Saraki in a statement by his Special Adviser on Media and Publicity, Yusuph Olaniyonu, said the nation’s challenges are surmountable “but we need to approach them with unity of purpose, focus and single-mindedness.”
He said: “It is a thing of joy to celebrate the New Year in an atmosphere of peace and security. For one thing, the people of the Northeast and indeed across the country are celebrating without fear of attacks from insurgents or other criminal elements.
“This was made possible by the determination of the present administration to effectively secure the country and ensure peace – which is key for any development to be achieved.
“I believe that working collectively in the New Year, we will be able to right the wrongs of the past and ensure renewed economic, social and political development of our dear country. This is not the time to despair as there are signs that things will get better today in the new year.
“We must realize that amid our economic challenge lies our greatest opportunity to diversify and be self-reliant as a nation. This we can do by strengthening the capacity of our entrepreneurs to produce using local content and while we all decide to always buy made in Nigeria goods.

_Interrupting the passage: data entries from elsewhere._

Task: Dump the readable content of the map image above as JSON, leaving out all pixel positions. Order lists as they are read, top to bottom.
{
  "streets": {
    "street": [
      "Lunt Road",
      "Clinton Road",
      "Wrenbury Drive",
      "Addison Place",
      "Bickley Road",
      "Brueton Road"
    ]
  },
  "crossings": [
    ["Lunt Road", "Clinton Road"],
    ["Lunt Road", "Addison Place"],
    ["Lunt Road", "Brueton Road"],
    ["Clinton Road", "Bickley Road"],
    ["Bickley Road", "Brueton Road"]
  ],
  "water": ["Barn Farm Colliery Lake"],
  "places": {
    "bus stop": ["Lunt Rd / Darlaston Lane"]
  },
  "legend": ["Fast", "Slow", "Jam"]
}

“Even though we are not where we want to be as a nation yet, we must continue to take those steps that will eventually bring us to our envisioned destination as a prosperous and peaceful country,” he said.
He stated that the legislature and the executive would collaborate more closely to advance policies and programmes that would end the economic recession in the New Year.
“Working together, we will fulfill the mandate of the millions of Nigerians that we represent,” he said, “Success is our only option in these turbulent economic times.”